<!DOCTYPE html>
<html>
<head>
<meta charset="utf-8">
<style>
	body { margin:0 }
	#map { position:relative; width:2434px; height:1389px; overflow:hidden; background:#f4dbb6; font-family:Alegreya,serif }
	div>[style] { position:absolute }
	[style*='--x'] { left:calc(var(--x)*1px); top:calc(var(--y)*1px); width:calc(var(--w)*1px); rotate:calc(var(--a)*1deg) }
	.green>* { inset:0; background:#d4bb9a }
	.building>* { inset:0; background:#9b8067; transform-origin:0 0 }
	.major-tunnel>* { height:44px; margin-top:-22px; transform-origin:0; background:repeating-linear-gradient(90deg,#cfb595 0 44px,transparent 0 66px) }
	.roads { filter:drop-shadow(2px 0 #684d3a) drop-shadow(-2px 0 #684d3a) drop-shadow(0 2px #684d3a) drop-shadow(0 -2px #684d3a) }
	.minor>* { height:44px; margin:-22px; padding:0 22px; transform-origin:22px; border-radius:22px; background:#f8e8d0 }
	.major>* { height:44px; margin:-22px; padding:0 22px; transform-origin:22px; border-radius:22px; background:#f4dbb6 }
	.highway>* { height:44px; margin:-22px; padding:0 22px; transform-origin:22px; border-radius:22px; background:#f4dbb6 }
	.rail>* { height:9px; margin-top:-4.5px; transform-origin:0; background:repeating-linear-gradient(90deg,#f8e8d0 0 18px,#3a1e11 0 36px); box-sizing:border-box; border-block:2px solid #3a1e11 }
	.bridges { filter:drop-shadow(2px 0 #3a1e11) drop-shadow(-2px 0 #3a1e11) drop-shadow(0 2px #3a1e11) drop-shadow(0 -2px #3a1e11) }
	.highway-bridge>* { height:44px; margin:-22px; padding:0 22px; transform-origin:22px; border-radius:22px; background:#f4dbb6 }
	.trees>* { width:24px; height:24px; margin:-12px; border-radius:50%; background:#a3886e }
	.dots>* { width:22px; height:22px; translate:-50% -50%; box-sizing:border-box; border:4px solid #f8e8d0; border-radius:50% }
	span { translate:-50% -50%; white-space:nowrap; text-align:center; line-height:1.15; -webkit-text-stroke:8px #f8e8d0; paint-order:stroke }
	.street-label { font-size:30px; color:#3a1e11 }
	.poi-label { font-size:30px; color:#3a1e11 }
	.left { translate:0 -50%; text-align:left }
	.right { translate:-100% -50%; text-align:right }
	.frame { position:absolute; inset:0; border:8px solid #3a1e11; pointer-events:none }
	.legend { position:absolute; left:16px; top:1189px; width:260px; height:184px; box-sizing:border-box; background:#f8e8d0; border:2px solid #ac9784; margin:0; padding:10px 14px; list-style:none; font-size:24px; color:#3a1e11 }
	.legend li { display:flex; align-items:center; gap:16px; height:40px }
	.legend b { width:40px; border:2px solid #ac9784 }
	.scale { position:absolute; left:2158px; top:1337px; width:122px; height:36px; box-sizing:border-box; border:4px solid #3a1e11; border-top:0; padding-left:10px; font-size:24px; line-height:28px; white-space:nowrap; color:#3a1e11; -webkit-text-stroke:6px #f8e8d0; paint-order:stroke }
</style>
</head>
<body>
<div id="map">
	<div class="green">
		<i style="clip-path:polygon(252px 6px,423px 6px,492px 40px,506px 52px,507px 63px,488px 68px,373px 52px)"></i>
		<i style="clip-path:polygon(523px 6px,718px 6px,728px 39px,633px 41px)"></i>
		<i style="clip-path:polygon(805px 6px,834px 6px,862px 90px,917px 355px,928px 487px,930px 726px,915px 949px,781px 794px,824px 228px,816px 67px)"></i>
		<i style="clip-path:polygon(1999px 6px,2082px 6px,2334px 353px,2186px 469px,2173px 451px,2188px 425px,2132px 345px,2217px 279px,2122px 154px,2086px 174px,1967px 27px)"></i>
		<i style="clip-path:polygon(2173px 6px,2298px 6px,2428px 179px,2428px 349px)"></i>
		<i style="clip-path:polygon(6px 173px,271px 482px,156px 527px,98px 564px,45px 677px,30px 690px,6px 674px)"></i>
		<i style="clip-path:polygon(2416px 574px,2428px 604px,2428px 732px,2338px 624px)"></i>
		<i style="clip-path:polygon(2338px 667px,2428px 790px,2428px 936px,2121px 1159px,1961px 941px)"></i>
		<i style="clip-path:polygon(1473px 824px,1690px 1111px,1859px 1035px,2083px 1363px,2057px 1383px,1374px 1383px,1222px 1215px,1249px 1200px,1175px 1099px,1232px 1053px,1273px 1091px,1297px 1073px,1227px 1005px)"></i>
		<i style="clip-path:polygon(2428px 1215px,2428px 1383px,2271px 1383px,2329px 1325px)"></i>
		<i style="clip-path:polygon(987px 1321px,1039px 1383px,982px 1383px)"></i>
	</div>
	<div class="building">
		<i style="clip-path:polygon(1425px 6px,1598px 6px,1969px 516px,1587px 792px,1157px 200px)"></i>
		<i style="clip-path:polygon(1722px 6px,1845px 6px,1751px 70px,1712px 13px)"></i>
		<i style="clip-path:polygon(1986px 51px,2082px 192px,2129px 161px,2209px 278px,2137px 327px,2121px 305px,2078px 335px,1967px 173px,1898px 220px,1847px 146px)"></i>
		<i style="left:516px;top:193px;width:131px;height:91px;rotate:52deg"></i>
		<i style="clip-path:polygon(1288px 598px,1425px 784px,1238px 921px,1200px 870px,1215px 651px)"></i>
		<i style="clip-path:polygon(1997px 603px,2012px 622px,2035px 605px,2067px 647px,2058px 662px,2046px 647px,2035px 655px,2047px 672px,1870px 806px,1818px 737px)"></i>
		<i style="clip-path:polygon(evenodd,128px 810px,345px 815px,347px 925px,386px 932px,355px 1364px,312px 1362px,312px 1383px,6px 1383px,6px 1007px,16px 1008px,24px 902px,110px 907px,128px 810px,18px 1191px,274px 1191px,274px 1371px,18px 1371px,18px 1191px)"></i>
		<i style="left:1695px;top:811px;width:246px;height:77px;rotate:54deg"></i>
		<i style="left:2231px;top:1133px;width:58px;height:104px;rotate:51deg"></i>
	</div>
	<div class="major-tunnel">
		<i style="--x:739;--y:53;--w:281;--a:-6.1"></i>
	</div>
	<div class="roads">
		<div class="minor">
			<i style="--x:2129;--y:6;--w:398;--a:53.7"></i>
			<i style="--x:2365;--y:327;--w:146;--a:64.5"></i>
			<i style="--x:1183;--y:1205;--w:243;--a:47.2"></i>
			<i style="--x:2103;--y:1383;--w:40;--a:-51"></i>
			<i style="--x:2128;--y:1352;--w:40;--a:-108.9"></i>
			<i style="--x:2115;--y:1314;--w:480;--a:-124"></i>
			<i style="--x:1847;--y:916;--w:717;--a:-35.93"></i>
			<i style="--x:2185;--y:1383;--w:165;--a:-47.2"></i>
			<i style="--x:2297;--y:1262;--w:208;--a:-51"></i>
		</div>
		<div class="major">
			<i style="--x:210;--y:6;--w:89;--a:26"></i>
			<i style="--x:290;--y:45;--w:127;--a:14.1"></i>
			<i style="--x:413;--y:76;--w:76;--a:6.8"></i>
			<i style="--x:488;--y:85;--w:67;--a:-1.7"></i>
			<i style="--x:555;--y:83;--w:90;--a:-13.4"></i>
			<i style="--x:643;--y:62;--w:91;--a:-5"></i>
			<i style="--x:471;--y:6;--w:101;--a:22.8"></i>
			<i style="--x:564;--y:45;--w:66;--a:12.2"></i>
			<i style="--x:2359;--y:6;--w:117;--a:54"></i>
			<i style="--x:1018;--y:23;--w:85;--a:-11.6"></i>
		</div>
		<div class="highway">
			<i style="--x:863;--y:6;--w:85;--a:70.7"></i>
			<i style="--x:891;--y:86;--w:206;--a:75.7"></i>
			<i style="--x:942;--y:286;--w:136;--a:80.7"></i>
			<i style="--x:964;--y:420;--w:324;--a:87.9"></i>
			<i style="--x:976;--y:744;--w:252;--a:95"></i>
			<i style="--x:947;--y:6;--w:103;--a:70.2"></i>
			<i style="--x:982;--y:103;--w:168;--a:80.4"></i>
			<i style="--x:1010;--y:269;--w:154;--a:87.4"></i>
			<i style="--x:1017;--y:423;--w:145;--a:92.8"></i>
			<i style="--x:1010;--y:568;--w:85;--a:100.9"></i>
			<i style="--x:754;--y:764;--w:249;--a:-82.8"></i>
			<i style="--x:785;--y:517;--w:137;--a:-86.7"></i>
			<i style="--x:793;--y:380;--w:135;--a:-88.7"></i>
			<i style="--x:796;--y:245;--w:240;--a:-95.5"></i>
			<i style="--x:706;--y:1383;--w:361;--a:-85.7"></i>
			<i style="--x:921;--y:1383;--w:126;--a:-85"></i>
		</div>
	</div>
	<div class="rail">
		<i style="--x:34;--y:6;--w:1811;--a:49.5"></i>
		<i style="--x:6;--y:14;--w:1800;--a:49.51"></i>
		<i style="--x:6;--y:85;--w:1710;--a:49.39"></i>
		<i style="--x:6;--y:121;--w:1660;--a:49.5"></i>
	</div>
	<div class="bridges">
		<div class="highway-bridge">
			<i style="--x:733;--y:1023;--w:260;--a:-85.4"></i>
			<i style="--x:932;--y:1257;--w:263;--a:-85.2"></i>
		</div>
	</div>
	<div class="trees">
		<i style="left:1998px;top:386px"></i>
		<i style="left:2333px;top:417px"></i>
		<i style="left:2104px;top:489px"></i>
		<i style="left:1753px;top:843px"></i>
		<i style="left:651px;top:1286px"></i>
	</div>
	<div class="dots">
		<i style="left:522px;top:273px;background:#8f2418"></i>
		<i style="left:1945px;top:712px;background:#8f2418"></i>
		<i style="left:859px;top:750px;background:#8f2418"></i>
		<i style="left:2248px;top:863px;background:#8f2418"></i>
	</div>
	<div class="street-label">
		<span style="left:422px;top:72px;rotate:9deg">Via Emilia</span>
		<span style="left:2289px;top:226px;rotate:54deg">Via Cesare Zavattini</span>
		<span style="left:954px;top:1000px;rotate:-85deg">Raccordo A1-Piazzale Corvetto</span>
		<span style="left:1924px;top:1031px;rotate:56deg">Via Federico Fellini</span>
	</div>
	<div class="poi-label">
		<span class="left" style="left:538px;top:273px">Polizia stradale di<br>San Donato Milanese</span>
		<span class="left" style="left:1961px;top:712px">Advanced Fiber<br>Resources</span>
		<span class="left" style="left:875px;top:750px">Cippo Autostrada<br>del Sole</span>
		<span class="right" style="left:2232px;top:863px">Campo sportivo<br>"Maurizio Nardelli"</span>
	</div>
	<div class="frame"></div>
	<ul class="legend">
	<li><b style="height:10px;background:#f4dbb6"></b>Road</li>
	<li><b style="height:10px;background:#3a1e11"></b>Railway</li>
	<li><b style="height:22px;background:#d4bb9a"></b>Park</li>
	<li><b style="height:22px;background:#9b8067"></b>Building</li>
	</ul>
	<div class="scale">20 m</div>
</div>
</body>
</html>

Task: Your output should be an exact copy of the lines from the top of the listing above to the line with "filter:drop-shadow(2px 0 #684d3a)", both ends included.

The completed task:
<!DOCTYPE html>
<html>
<head>
<meta charset="utf-8">
<style>
	body { margin:0 }
	#map { position:relative; width:2434px; height:1389px; overflow:hidden; background:#f4dbb6; font-family:Alegreya,serif }
	div>[style] { position:absolute }
	[style*='--x'] { left:calc(var(--x)*1px); top:calc(var(--y)*1px); width:calc(var(--w)*1px); rotate:calc(var(--a)*1deg) }
	.green>* { inset:0; background:#d4bb9a }
	.building>* { inset:0; background:#9b8067; transform-origin:0 0 }
	.major-tunnel>* { height:44px; margin-top:-22px; transform-origin:0; background:repeating-linear-gradient(90deg,#cfb595 0 44px,transparent 0 66px) }
	.roads { filter:drop-shadow(2px 0 #684d3a) drop-shadow(-2px 0 #684d3a) drop-shadow(0 2px #684d3a) drop-shadow(0 -2px #684d3a) }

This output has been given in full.